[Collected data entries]
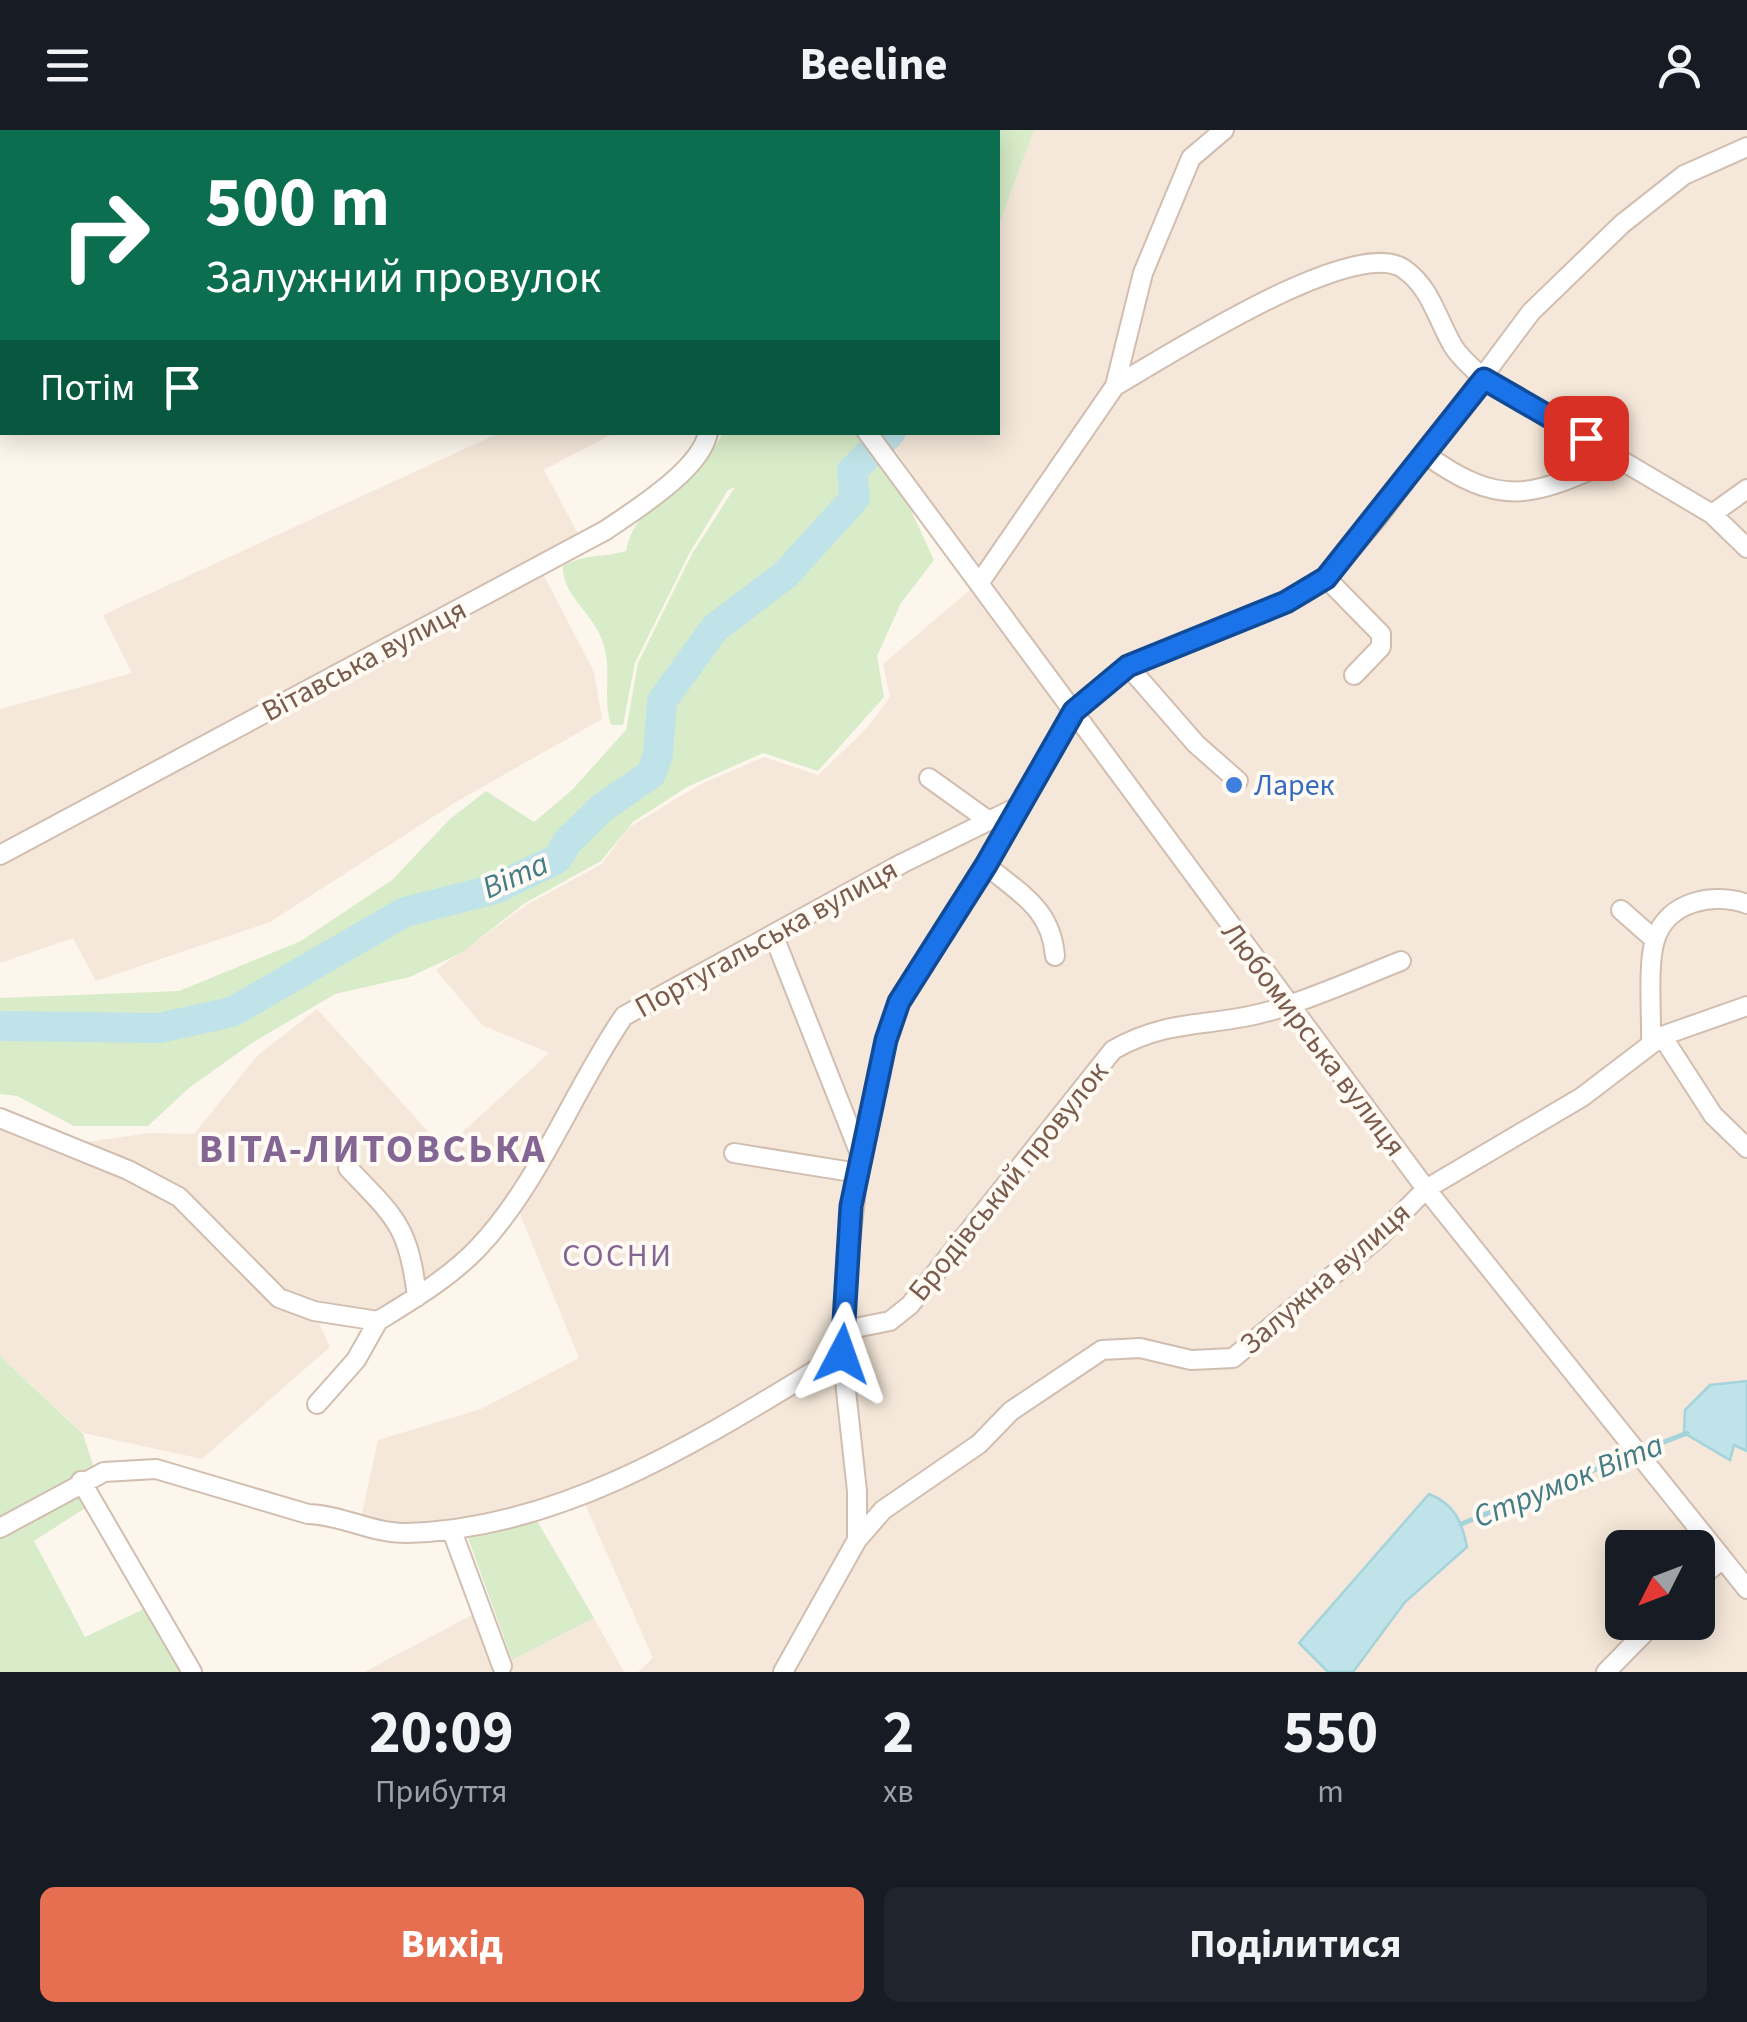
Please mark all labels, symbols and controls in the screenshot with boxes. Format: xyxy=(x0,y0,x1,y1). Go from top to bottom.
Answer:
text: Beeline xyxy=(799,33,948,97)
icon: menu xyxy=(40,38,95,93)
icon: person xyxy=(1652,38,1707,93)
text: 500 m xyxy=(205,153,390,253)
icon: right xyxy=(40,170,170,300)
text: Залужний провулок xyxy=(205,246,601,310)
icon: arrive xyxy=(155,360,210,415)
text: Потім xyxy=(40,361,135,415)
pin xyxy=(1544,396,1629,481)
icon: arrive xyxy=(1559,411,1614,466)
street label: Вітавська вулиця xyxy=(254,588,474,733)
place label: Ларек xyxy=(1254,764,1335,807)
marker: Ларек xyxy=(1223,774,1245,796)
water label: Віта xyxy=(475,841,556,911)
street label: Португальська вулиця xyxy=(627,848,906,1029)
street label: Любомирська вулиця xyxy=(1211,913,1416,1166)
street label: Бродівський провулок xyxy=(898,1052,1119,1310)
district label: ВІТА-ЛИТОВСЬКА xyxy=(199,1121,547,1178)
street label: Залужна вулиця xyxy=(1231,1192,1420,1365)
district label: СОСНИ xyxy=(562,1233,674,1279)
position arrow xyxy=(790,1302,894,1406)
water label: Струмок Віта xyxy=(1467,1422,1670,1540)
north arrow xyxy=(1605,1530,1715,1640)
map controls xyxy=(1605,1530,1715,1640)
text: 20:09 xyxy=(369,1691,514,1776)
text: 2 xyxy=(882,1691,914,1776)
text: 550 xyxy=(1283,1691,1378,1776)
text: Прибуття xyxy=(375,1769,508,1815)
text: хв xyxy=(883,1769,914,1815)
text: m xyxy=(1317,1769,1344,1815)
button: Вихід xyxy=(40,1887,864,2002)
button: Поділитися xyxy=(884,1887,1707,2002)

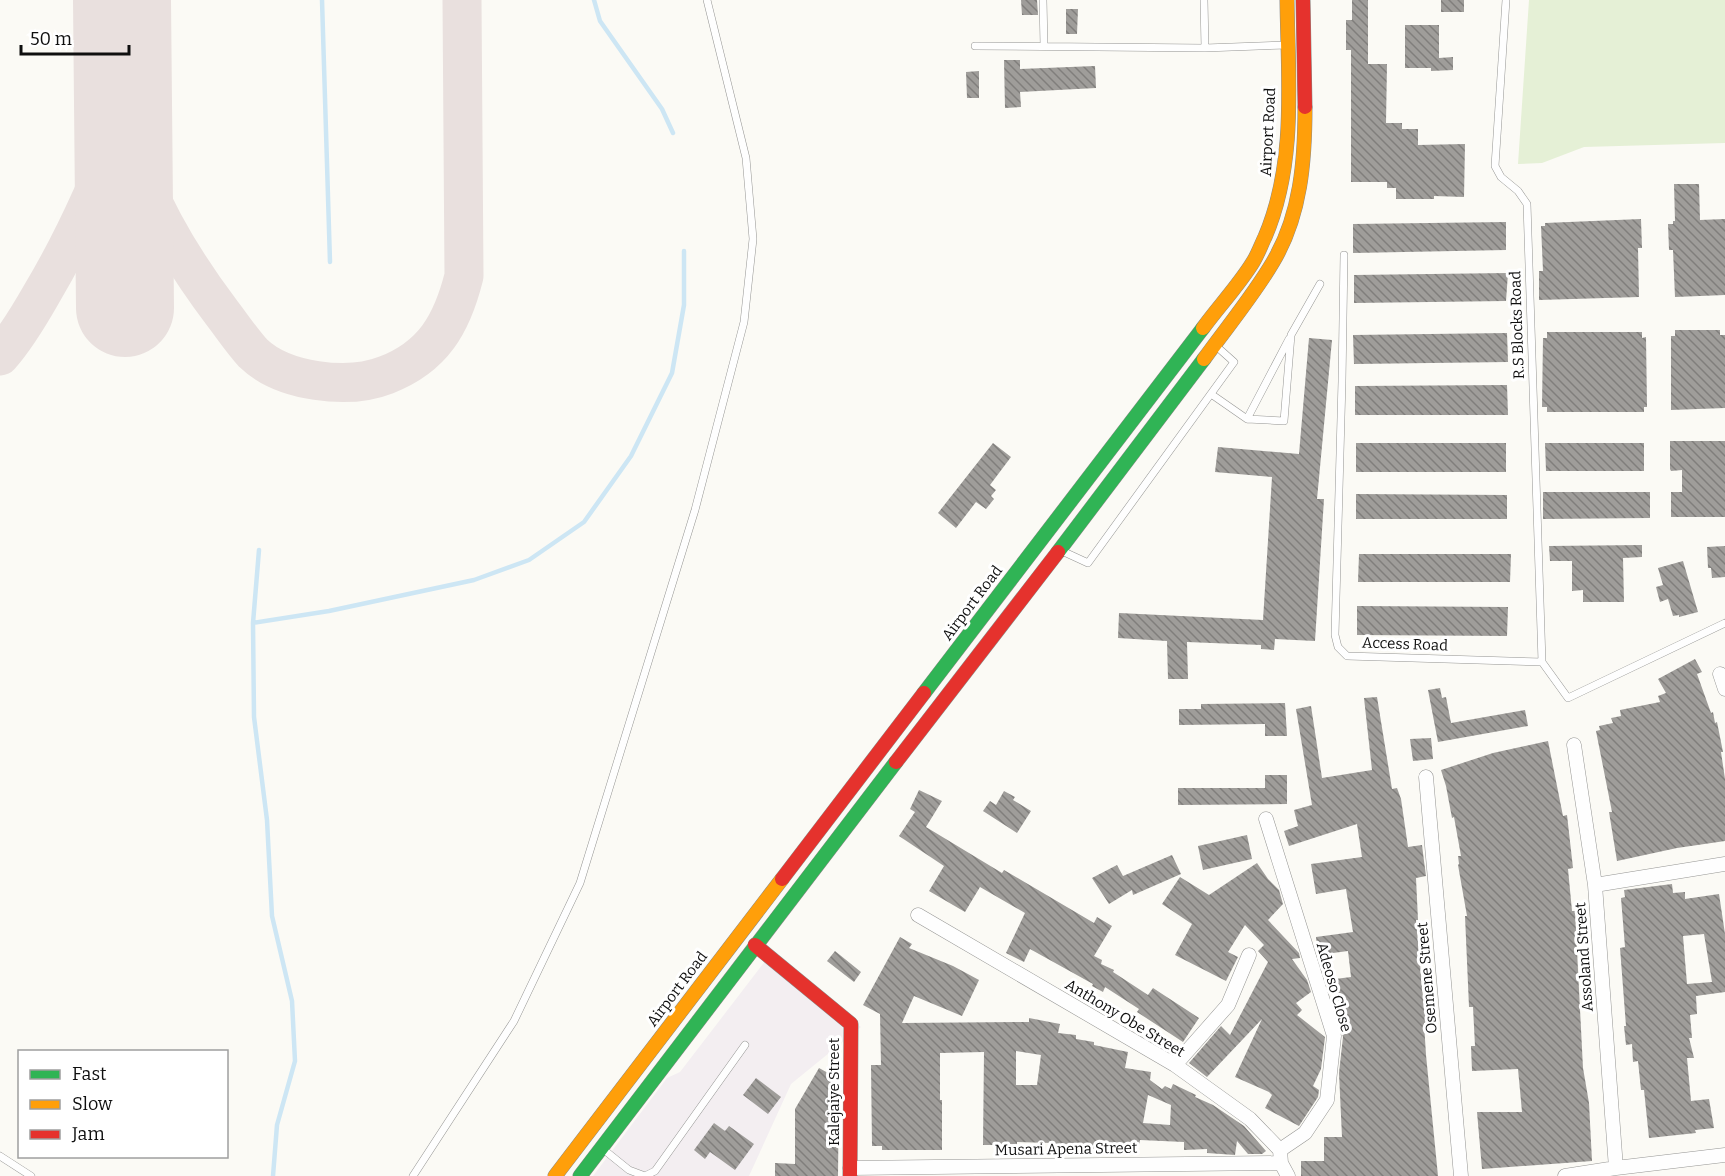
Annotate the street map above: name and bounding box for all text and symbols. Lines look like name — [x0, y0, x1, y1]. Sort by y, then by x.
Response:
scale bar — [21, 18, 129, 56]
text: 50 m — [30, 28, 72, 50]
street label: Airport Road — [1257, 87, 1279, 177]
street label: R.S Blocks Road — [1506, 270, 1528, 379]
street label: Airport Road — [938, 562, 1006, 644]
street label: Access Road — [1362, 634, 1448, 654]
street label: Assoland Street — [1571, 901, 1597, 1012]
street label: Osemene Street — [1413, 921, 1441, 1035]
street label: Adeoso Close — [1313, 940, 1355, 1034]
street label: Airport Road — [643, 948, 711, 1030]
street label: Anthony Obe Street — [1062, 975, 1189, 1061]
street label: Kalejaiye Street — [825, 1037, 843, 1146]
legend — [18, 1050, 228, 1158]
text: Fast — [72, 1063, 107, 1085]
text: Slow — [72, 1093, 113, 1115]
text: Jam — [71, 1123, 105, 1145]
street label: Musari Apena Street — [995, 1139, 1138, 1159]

**Exercise goal:**
Copy out, from the data above, every line holding the word "Road".

**Output of the task:**
street label: Airport Road — [1257, 87, 1279, 177]
street label: R.S Blocks Road — [1506, 270, 1528, 379]
street label: Airport Road — [938, 562, 1006, 644]
street label: Access Road — [1362, 634, 1448, 654]
street label: Airport Road — [643, 948, 711, 1030]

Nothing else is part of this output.